=== TASK OBJECTIVE ===
Which of the lines below contain the string "sans"? Copy each one.

=== INPUT RECORDS ===
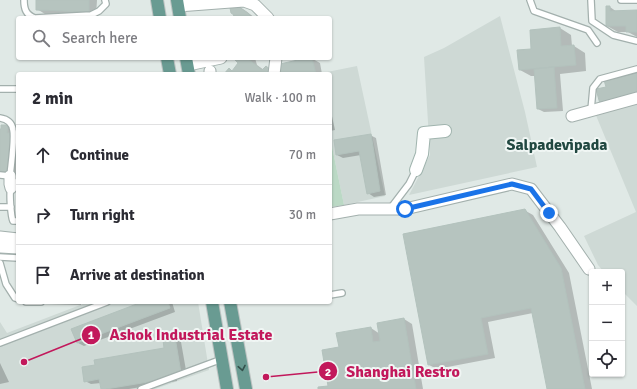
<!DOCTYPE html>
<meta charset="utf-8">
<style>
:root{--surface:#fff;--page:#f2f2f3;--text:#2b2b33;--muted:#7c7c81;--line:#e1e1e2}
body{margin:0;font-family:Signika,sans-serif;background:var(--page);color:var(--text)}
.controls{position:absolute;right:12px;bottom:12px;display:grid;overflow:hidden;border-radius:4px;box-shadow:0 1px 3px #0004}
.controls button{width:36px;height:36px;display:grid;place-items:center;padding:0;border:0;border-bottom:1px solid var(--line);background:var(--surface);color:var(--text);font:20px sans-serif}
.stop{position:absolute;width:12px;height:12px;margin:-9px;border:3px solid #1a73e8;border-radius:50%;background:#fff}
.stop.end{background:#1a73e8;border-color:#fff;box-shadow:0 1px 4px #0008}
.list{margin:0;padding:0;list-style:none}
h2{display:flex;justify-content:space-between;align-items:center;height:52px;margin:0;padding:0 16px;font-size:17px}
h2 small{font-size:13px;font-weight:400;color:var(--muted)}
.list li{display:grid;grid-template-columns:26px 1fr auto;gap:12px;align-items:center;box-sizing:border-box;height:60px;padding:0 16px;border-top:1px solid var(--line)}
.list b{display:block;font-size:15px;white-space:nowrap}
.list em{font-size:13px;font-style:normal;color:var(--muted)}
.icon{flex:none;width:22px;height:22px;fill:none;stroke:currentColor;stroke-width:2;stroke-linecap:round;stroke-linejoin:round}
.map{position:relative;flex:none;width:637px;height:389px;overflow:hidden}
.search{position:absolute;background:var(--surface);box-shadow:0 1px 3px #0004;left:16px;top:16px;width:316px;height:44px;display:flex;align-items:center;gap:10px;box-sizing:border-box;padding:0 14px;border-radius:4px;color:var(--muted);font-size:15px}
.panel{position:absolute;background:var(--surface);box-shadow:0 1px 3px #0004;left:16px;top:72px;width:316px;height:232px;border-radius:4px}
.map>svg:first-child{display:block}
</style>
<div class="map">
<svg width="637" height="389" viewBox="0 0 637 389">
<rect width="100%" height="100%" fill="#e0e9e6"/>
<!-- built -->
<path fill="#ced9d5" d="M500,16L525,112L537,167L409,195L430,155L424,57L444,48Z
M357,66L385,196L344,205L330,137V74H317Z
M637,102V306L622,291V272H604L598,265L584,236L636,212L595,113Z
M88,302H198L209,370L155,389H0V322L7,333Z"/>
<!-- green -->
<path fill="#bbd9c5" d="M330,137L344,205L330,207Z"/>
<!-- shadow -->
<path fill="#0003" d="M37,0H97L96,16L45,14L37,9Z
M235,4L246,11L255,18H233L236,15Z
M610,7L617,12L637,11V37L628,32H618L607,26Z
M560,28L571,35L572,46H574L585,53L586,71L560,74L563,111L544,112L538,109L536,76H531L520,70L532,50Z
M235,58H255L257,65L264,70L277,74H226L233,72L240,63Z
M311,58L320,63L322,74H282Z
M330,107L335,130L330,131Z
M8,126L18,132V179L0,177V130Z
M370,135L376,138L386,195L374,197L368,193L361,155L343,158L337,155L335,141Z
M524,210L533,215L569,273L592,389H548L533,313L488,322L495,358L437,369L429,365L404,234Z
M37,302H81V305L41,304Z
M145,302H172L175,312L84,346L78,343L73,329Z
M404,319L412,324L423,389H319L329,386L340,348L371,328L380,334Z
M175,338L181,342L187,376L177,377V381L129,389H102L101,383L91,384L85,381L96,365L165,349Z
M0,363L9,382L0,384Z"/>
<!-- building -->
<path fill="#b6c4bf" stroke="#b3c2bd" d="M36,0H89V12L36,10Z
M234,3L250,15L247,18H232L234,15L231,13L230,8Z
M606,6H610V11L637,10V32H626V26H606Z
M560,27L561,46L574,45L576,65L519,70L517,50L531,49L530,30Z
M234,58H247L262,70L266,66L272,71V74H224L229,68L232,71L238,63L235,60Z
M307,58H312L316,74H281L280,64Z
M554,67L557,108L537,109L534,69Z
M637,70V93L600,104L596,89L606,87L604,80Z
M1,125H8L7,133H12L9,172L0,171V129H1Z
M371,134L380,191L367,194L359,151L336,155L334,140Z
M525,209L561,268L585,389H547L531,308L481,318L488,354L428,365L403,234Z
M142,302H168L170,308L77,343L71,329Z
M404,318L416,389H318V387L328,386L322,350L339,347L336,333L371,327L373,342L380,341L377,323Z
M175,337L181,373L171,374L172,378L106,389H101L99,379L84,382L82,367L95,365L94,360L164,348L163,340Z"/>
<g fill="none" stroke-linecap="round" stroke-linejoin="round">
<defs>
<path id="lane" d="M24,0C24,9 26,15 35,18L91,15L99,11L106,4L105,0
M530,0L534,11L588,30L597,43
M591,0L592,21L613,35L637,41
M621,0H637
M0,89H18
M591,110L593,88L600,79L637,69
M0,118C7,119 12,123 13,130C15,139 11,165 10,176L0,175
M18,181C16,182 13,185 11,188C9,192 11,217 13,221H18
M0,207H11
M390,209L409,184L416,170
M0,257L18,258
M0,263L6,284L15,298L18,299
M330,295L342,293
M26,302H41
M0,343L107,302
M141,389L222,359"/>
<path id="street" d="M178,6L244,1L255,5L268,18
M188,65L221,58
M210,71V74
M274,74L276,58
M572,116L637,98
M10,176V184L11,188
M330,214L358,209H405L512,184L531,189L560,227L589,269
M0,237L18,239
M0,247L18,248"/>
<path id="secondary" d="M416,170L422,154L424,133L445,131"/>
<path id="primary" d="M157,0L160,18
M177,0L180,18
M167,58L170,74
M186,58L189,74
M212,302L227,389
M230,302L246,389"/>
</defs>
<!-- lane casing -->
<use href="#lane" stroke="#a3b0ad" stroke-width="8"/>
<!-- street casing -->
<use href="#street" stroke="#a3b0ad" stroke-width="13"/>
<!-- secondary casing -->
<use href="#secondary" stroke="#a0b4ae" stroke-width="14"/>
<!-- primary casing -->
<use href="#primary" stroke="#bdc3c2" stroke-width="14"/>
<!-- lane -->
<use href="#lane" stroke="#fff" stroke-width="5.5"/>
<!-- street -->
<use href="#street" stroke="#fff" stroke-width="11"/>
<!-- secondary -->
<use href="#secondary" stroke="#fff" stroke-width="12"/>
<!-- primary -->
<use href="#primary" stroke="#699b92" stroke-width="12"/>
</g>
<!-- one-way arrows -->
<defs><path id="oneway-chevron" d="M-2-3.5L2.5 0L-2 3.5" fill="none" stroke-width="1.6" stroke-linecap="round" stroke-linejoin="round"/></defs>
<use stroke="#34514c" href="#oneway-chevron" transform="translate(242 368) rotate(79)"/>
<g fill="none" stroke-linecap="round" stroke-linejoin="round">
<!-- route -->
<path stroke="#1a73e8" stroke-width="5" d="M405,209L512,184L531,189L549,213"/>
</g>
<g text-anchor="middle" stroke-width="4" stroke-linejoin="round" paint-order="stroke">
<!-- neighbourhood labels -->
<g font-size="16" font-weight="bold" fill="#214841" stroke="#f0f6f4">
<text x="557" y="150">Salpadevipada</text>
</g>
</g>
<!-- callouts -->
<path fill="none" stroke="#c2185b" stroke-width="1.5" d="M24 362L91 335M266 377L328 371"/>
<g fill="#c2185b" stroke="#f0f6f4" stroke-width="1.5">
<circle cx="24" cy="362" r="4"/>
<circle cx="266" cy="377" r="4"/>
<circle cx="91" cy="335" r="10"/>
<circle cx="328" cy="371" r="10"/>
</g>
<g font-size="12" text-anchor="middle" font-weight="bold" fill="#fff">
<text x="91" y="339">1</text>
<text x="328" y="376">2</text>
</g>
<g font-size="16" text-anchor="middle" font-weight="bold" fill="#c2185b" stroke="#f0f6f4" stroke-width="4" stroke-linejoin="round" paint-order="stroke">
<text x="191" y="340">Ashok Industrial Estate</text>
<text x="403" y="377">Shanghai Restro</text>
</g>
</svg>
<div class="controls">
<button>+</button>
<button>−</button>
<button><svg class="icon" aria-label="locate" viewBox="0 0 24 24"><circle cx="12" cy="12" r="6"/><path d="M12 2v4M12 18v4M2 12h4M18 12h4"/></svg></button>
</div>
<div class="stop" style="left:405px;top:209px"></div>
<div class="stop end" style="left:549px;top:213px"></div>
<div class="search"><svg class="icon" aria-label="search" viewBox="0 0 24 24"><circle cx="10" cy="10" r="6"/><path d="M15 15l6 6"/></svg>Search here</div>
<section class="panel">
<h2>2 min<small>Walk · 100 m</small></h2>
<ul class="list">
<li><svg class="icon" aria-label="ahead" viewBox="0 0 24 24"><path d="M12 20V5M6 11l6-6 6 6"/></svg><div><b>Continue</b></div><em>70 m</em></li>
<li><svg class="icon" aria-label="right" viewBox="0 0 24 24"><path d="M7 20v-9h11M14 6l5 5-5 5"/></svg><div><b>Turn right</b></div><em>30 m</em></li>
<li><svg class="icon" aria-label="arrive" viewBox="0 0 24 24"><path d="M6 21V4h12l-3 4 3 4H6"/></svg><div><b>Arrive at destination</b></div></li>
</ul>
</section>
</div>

=== ANSWER BELOW ===
body{margin:0;font-family:Signika,sans-serif;background:var(--page);color:var(--text)}
.controls button{width:36px;height:36px;display:grid;place-items:center;padding:0;border:0;border-bottom:1px solid var(--line);background:var(--surface);color:var(--text);font:20px sans-serif}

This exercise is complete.